Task prompt:
When you reach the line that has "Dump the readable" in the material below, reproduce it and each line after it exactly, through the last one.

Given data:
____________
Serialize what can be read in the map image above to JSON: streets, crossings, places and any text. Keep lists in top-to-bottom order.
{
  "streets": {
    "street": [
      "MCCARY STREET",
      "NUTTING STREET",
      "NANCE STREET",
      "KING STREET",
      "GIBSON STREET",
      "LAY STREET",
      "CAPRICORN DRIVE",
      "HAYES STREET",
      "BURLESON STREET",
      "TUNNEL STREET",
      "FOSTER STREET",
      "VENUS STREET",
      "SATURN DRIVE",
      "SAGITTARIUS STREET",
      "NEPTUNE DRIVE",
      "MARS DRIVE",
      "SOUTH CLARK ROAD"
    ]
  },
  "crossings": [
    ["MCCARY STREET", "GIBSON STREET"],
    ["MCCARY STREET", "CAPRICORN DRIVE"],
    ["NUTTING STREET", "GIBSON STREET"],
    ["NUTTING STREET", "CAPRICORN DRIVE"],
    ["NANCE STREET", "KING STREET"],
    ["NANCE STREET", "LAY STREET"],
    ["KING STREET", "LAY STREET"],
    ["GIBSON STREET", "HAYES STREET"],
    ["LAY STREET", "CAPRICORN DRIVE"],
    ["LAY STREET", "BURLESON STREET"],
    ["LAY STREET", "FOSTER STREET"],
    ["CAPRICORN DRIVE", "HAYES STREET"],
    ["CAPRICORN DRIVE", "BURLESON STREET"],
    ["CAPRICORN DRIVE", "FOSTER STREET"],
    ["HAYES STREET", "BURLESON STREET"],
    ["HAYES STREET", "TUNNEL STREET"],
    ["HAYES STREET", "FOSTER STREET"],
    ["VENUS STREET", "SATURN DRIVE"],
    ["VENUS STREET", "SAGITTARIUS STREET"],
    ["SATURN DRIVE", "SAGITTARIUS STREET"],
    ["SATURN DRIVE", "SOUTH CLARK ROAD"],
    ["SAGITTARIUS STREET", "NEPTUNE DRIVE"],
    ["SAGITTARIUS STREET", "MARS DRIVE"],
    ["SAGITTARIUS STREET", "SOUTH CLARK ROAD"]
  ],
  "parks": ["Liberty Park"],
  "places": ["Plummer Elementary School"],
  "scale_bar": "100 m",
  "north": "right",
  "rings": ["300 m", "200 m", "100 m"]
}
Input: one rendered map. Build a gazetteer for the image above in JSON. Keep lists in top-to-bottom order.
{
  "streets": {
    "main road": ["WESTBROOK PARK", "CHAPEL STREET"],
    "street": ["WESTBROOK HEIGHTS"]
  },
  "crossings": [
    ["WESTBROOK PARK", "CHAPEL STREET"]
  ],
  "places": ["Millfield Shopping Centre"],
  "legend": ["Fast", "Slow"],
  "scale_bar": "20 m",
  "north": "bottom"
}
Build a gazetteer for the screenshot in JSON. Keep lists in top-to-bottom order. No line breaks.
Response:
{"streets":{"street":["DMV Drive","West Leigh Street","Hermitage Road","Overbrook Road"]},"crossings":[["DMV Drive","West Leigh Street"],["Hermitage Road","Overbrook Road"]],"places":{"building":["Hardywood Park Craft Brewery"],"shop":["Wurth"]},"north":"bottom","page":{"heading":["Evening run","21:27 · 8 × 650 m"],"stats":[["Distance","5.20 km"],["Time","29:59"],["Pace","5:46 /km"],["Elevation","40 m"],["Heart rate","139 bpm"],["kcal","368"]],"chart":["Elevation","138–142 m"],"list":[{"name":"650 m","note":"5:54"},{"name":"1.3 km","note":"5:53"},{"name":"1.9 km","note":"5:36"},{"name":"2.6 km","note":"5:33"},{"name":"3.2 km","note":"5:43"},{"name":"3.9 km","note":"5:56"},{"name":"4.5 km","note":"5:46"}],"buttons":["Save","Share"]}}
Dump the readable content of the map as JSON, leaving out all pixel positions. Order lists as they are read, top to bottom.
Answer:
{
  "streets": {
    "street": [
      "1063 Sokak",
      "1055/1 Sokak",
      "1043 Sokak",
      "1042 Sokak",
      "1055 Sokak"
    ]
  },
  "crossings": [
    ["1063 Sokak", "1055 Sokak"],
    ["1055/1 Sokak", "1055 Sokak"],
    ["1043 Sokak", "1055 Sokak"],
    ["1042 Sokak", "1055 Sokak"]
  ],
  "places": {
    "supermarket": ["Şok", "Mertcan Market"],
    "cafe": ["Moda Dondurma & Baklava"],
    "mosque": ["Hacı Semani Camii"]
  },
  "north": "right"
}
____________
Result for this task:
Dump the readable content of the map as JSON, leaving out all pixel positions. Order lists as they are read, top to bottom.
Answer:
{
  "streets": {
    "street": [
      "1063 Sokak",
      "1055/1 Sokak",
      "1043 Sokak",
      "1042 Sokak",
      "1055 Sokak"
    ]
  },
  "crossings": [
    ["1063 Sokak", "1055 Sokak"],
    ["1055/1 Sokak", "1055 Sokak"],
    ["1043 Sokak", "1055 Sokak"],
    ["1042 Sokak", "1055 Sokak"]
  ],
  "places": {
    "supermarket": ["Şok", "Mertcan Market"],
    "cafe": ["Moda Dondurma & Baklava"],
    "mosque": ["Hacı Semani Camii"]
  },
  "north": "right"
}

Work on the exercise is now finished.